Quando era criança tinha um sonho. Queria um irmão mais novo.
Fartei-me de pedir aos meus pais, porque tinha de ser assim, porque nunca ia conseguir ser uma pessoa realizada sem um irmão mais novo, porque não mete piada discutir sempre com a mesma irmã,porque ia ser completamente infeliz para sempre.
Prometi que cuidava dele, que lhe emprestava os meus brinquedos, que lhe dava a papa, até prometi que o deixava dormir no quarto (mas com uma caminha feita no chão, que isto de dividir cama não funcionava!), arranjei centenas de desculpas perfeitamente válidas para ter um irmão pequenino (Sim, porque na minha cabeça ele não crescia, era uma espécie de super nenuco, mas mais fixe).
Claro que os meus pais com duas filhas, sendo uma delas eu (depois da experiência de me terem a mim, os meus pais nunca foram os mesmos.
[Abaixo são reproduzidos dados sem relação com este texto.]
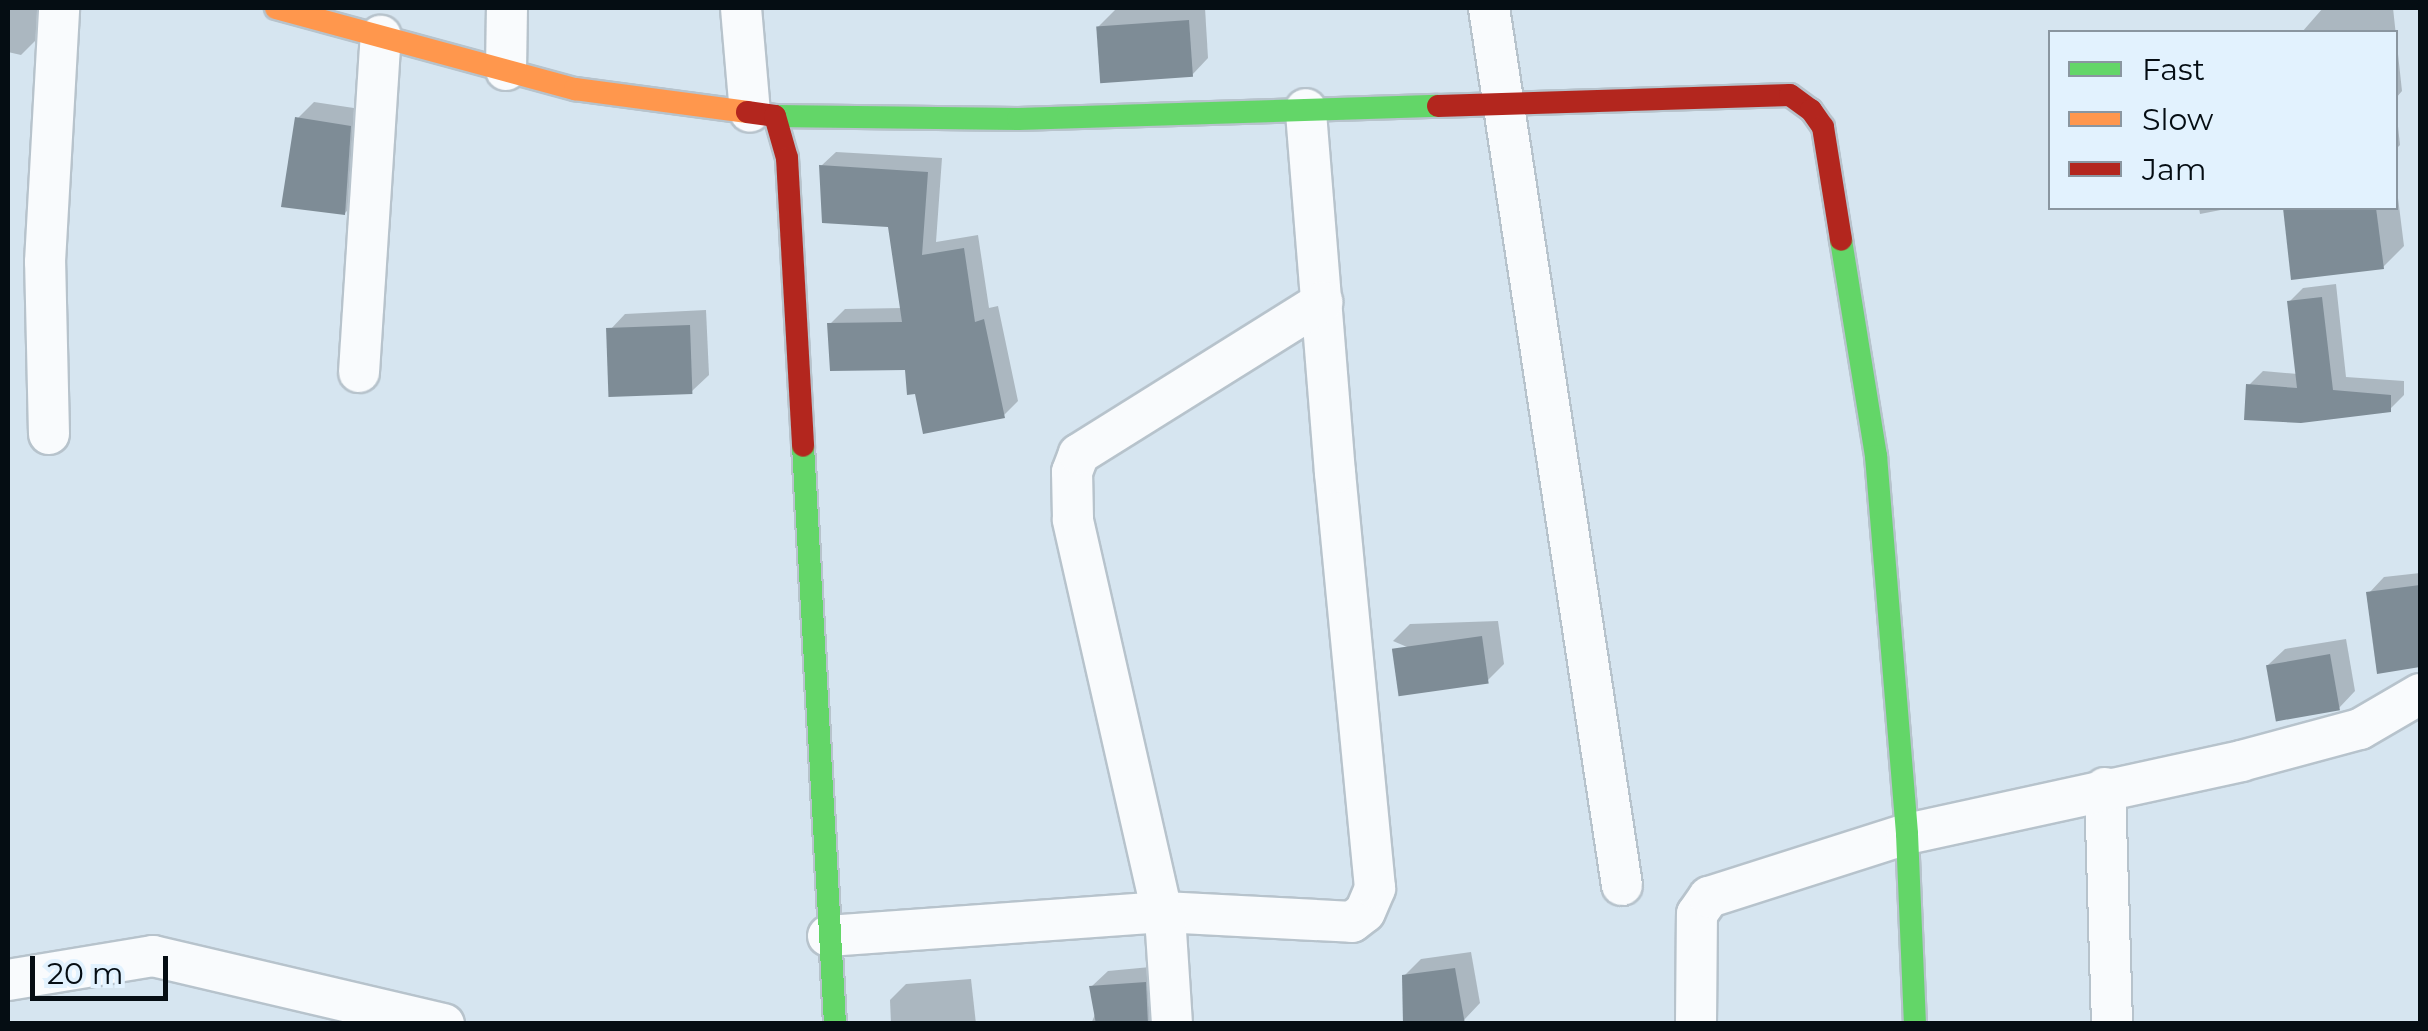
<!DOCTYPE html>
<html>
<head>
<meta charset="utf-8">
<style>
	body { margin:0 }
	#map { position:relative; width:2428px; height:1031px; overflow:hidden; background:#d6e5f0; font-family:Montserrat,sans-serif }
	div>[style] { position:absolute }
	.shadow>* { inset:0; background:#0003 }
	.building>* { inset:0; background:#7e8c96; transform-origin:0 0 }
	.roads { filter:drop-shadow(2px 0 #b7c3cc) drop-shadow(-2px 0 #b7c3cc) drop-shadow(0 2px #b7c3cc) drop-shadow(0 -2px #b7c3cc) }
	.street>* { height:40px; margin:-20px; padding:0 20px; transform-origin:20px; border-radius:20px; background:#f9fbfd }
	.fast>* { height:22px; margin:-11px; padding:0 11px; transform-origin:11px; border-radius:11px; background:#63d668 }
	.slow>* { height:22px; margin:-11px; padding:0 11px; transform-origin:11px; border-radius:11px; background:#ff974d }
	.jam>* { height:22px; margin:-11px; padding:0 11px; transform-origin:11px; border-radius:11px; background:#b3261e }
	span { translate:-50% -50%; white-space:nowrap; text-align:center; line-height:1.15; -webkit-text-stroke:10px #e2f2fe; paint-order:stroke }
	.frame { position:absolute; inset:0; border:10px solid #050d13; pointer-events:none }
	.legend { position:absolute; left:2048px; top:30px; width:350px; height:180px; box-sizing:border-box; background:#e2f2fe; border:2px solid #8a96a0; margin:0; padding:12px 18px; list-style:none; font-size:30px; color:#050d13 }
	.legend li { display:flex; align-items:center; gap:20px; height:50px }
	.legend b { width:50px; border:2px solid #8a96a0 }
	.scale { position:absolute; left:30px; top:956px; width:138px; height:45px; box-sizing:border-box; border:5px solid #050d13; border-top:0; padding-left:12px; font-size:30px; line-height:35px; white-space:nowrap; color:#050d13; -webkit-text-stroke:8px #e2f2fe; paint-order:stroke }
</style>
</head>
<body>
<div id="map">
	<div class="shadow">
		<i style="clip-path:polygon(8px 8px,44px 8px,38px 38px,21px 55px,8px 52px)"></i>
		<i style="clip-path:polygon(1205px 8px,1208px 58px,1192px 75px,1098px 27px,1115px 10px)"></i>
		<i style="clip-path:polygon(2323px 8px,2393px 8px,2402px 91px,2396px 98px,2396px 32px,2302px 32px)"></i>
		<i style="clip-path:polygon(314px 102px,367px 110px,361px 196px,345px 213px,297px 119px)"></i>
		<i style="clip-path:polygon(2396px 108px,2400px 145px,2396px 149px)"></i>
		<i style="clip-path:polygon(836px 152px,942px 158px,936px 242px,978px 235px,989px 308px,998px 306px,1018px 401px,1004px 415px,830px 324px,845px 309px,903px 308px,890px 225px,821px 166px)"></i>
		<i style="clip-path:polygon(2396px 182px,2404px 246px,2383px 267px,2293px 277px,2285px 208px,2396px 208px)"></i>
		<i style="clip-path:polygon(2199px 208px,2231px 208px,2200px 214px)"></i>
		<i style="clip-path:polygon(2336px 284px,2346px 377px,2404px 381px,2404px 395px,2390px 409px,2249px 385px,2263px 371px,2298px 374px,2289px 302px,2303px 288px)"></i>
		<i style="clip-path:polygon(706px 310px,709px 375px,692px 391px,609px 331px,625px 314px)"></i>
		<i style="clip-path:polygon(2420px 573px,2420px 665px,2379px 671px,2369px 593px,2384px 577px)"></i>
		<i style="clip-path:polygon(1498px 621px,1504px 664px,1487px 681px,1393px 641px,1410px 624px)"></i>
		<i style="clip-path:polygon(2346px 639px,2355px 691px,2339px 708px,2268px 665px,2285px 649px)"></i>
		<i style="clip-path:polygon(1471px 952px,1480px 1003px,1464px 1020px,1404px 976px,1421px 959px)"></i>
		<i style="clip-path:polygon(1161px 966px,1167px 1024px,1091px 1024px,1096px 1012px,1091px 987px,1108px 971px)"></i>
		<i style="clip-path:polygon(971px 979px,976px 1024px,891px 1024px,890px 1000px,906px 984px)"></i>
	</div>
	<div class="building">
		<i style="left:1189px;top:20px;width:57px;height:93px;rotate:86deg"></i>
		<i style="clip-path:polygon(295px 117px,351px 126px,345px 215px,281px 207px)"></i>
		<i style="clip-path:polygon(819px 165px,928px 172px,922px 255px,964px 248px,975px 322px,984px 319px,1005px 418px,923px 434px,915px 394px,907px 395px,905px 370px,830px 371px,827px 323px,902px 322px,888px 227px,822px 223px)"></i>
		<i style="clip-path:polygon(2283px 208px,2376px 208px,2384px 269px,2291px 280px)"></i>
		<i style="clip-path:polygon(2322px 297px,2333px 390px,2391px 395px,2391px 412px,2301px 423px,2244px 420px,2246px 384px,2297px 388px,2287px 301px)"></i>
		<i style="left:690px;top:325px;width:69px;height:84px;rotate:88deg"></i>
		<i style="clip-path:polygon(2420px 585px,2420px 667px,2377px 674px,2366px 592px)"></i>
		<i style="left:1482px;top:636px;width:48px;height:91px;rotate:82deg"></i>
		<i style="left:2330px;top:654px;width:57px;height:65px;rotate:80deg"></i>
		<i style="clip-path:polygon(1455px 968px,1465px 1024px,1403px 1024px,1402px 975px)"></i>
		<i style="clip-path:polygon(1146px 982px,1148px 1024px,1096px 1024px,1089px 986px)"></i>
	</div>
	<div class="roads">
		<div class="street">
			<i style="left:741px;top:8px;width:104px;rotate:85.1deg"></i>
			<i style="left:1489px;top:8px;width:887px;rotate:81.38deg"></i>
			<i style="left:506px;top:70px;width:62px;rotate:-89.1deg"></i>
			<i style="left:359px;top:372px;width:337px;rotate:-86.3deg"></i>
			<i style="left:49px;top:434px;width:172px;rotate:-91.3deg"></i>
			<i style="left:45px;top:262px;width:254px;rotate:-86.8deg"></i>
			<i style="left:2105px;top:788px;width:236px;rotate:88.3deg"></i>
			<i style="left:828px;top:936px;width:336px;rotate:-4.1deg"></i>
			<i style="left:1163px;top:912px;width:189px;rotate:3deg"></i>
			<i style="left:1352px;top:922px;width:16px;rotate:-38deg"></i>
			<i style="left:1365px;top:912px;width:26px;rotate:-67deg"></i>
			<i style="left:1375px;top:888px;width:417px;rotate:-95.5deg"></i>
			<i style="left:1335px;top:473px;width:365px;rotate:-94.6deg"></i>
			<i style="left:8px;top:980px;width:147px;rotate:-9.4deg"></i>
			<i style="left:153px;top:956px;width:299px;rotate:13.2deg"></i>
			<i style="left:1172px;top:1024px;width:94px;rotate:-93.7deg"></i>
			<i style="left:1166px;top:930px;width:421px;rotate:-102.8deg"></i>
			<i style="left:1073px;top:519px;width:47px;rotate:-91.2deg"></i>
			<i style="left:1072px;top:472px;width:19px;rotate:-69deg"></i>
			<i style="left:1079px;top:454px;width:287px;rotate:-32deg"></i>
			<i style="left:1696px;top:1024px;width:110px;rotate:-89.5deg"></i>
			<i style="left:1697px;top:914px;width:21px;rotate:-55deg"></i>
			<i style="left:1709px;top:897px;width:208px;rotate:-17.7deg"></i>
			<i style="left:1907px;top:834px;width:342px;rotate:-12.3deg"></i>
			<i style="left:2241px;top:761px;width:123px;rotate:-15.1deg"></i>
			<i style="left:2360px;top:729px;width:69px;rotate:-30.3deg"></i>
		</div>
		<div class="fast">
			<i style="left:775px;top:116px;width:243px;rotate:0.7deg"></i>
			<i style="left:1018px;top:119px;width:420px;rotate:-1.8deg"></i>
			<i style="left:1841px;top:240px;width:219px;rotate:80.8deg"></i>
			<i style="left:1876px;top:456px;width:379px;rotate:85.3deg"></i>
			<i style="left:1907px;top:834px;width:190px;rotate:87.6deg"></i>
			<i style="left:803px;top:446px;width:579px;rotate:86.83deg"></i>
		</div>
		<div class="slow">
			<i style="left:276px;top:8px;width:310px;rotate:15.2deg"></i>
			<i style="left:575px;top:89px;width:174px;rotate:7.6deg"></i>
		</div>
		<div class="jam">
			<i style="left:1438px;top:106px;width:352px;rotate:-1.8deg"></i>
			<i style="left:1790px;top:95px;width:26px;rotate:36deg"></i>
			<i style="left:1811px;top:110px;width:21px;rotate:55deg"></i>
			<i style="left:1823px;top:127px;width:114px;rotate:80.9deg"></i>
			<i style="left:747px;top:112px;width:28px;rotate:8deg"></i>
			<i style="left:775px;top:116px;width:44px;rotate:74.1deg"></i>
			<i style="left:787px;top:158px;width:288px;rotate:86.8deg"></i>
		</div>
	</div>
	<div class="frame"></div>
	<ul class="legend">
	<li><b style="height:12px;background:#63d668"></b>Fast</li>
	<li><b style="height:12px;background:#ff974d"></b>Slow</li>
	<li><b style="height:12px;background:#b3261e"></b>Jam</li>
	</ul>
	<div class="scale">20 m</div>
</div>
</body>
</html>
Ainda hoje acordam com pesadelos!) nunca me fizeram a vontade.
Entretanto fui crescendo e habituei-me ao facto de que nunca ia ter um irmão mais novo, nem um pónei branco, nem um castelo cor-de-rosa em tamanho real como o da Disneyland Paris, nem uma boneca com o cabelo sempre a crescer, nem um guarda roupa cheio de fatos de brincar, nem uma cozinha de brincar com comida verdadeira, as minhas grandes desilusões de infância.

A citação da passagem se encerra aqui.